Hello, welcome to my first post!
This blog is designed to chronical my hopeless attempts at finding a job - it will serve as a good record for me, and perhaps (if anyone reads this) even make other graduates or unemployed people feel slightly less alone...
I am a recent graduate. I have a good mind and a good degree from a good university, I am nice, friendly, analytical and intelligent, so why does nobody want to give me a job? I am not fussy - anything would do. Well, I used to be fussy - for about 2 months I applied only to jobs in the media and advertising worlds, I wrote amazing cover letters that I slaved over for days, and still got nothing for it. Not even a "thank-you for applying but you were unsuccessful" email. How rude is that? In this climate of unemployment you'd have thought they could at least employ someone to write out rejection emails.
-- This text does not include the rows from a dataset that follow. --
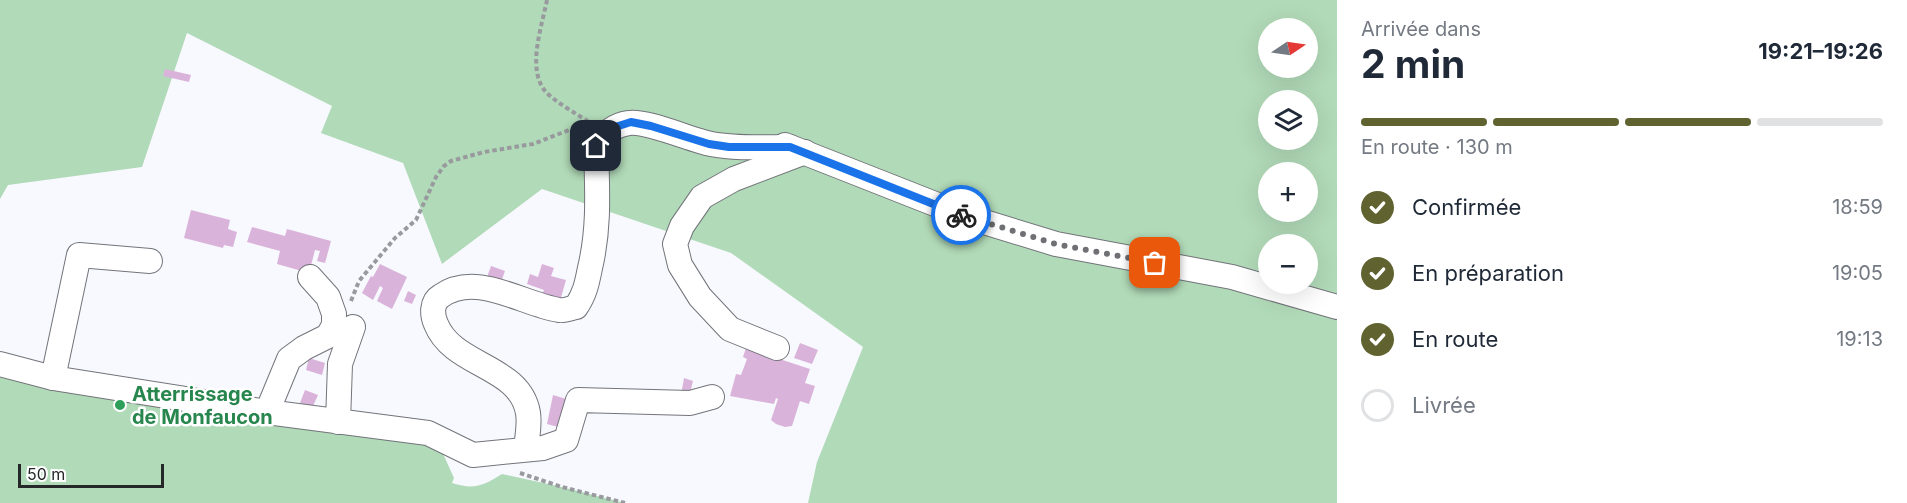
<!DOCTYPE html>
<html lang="fr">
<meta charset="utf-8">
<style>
body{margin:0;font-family:Inter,sans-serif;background:#f6f6f7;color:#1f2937;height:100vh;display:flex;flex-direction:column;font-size:22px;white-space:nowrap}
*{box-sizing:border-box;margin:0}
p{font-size:20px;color:#747a83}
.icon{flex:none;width:33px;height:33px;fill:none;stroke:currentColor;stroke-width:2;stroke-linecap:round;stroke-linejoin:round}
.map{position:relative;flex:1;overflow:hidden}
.details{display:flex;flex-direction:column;background:#fff;width:570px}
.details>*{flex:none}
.needle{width:39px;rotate:77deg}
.controls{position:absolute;left:1258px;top:18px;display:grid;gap:12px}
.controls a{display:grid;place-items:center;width:60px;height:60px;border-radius:50%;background:#fff;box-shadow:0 6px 24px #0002;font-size:30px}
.scale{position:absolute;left:18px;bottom:15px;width:146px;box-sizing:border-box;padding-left:6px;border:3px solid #262729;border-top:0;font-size:16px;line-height:21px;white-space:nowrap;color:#262729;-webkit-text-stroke:4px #fff;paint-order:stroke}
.pin{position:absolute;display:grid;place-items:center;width:51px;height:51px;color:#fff;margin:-26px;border-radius:12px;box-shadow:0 3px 9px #0006}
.courier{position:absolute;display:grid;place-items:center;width:60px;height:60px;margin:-30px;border:4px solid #1a73e8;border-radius:50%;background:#fff;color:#222;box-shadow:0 2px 8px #0007}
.head em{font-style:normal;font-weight:700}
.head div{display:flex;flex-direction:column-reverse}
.head{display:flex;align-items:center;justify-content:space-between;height:102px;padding:0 24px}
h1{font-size:39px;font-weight:700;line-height:45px}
.bar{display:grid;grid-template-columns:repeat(4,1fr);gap:9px 6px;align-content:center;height:72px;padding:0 24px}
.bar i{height:8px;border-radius:4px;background:#e0e1e3}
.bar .on{background:#60622f}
.bar p{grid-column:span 4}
ol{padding:0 24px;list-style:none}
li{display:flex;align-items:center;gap:18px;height:66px}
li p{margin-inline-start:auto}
li .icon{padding:6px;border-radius:50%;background:#60622f;color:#fff;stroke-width:4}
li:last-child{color:#747a83}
li i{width:33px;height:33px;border:3px solid #e0e1e3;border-radius:50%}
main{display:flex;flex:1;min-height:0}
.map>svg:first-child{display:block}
.green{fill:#b1dab8;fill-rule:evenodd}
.building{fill:#dab3db}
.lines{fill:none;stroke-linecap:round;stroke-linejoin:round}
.minor-casing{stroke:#72747a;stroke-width:26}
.path{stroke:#989a9e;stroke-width:4;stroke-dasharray:4.5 3;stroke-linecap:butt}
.minor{stroke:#fff;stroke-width:24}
.done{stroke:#6f7074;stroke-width:6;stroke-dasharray:0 10.8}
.route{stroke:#1a73e8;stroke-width:8}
.leisure-dot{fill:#2e9e5b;stroke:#fff;stroke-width:2}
.labels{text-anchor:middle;stroke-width:5;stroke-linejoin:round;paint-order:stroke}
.leisure-label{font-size:20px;font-weight:bold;fill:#27864d;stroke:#fff;text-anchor:start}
</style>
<main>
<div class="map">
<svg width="1337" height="503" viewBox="0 0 1337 503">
<rect width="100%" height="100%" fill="#f7f9fe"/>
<g class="green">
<path d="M0,0H1337V503H808L817,462L863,347L731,253L542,189L442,264L403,163L321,133L332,106L187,33L142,167L8,185L0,199ZM1269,28H1308V68H1269ZM1269,100H1308V140H1269ZM1269,172H1308V212H1269ZM1269,244H1308V284H1269Z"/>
<path d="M0,362L440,447L454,478L452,483C474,490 483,486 502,474L562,487L625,503H0Z"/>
</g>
<g class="building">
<path d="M165,69L191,75L189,82L163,76Z"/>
<path d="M191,210L230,220L228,229L237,232L233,247L224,245L223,248L184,238Z"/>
<path d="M252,227L285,236L287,229L331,241L325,263L317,261L320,251L315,250L309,273L277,264L280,251L247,242Z"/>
<path d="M380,264L407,277L392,309L377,301L383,288L380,286L373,300L362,293L371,276L373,277Z"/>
<path d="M542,264L554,268L551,276L566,280L560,301L542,295L544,290L527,284L530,274L538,277Z"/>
<path d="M491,266L505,271L500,285L486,280Z"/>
<path d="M408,291L416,295L412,304L404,301Z"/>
<path d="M800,343L818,350L812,364L794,358Z"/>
<path d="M746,348L810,369L805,383L815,386L809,404L800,401L792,426L785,427L776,424L771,420L778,399L776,398L774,404L730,396L736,374L741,375L747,359L743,357Z"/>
<path d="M309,358L325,363L322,375L306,370Z"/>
<path d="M684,378L693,381L689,397L681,395Z"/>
<path d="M305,390L318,395L313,406L300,403Z"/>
<path d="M553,395L573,401L562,428L547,424Z"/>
</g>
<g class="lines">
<defs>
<g id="minor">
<path d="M785,145L968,217L1056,244L1232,277L1337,307"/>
<path d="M777,348L730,329L700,297L680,265L675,244L682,226L702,197L734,179L805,152"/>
<path d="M0,364L53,378L267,412L428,433L473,455L543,448L566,440L578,400L690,403L712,397"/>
<path d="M53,378L79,255L150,261"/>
<path d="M267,412L289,359L304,348L328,336L334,325V314L328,297L310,277"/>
<path d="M338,422L340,364L353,327"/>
<path d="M526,449C527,437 530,425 528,413C520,365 453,367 436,324C432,315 431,302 441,296C476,271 522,304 559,310C564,311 571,308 576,307C585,294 587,283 590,268C600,226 597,188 596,145C605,134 613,125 629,123C646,120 691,140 711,144C737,149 764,147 790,147"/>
</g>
</defs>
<use href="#minor" class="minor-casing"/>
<g class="path">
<path d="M547,0C542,26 526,70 546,92C555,102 577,114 589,122"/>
<path d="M351,301L359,281L395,238L416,220L436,177L444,166L451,161L484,152L533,144L587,123"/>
<path d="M520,473L562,487L625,503"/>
</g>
<use href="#minor" class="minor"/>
</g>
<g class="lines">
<path class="done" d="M961,215L1056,244L1155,263"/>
<path class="route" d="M596,146L609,129L631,122L651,126L709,144L729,147H790L961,215"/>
</g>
<circle class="leisure-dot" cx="120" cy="405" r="6"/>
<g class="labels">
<g class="leisure-label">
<text x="132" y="401">Atterrissage<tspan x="132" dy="23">de Monfaucon</tspan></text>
</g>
</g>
</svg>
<div class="controls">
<a><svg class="needle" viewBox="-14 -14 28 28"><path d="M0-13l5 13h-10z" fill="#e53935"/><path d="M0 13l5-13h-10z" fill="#747a83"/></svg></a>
<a><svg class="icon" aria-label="layers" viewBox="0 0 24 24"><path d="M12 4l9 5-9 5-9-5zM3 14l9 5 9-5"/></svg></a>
<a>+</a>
<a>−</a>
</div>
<div class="scale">50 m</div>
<div class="pin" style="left:1155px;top:263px;background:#ea580c"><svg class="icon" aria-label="bag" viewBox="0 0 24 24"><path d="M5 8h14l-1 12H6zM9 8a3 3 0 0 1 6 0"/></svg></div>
<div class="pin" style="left:596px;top:146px;background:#1f2937"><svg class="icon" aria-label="home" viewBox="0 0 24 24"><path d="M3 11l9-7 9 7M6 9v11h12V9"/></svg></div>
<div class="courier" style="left:961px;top:215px"><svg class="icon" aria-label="bike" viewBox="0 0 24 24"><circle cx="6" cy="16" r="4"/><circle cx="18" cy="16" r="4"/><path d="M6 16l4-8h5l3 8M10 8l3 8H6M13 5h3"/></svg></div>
</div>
<section class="details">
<div class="head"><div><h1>2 min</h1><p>Arrivée dans</p></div><em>19:21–19:26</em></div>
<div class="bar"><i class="on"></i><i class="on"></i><i class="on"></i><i></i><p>En route · 130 m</p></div>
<ol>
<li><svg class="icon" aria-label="check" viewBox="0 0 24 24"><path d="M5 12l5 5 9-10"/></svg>Confirmée<p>18:59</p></li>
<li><svg class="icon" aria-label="check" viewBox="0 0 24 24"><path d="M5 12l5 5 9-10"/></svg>En préparation<p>19:05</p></li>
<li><svg class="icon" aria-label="check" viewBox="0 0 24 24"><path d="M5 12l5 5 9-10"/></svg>En route<p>19:13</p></li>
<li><i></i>Livrée</li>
</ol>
</section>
</main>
Anyway - since leaving University I have been through several career options, all of which at the time I knew I wanted to do for the rest of my life. Of course, a couple of weeks/rejection letters later I completely changed my mind. So far I have wanted to be: a singer, an actress, a singing-actress (how hard can it be? Turns out - quite hard), a teacher, an IT assistant, anyone in advertising/publishing/the telly. The one area I have been trying to avoid is the sort of generic office assistant of a company I couldn't care less about. I have been this person in every single job I have ever had, and all I want is just *something* a little less depressing. But now, lack of cash has meant applying for anything and everything, and I can't even get a job at the shitty places.
Of course, I know that I won't get it. But I always hope, even though I know it means the rejection never gets easier.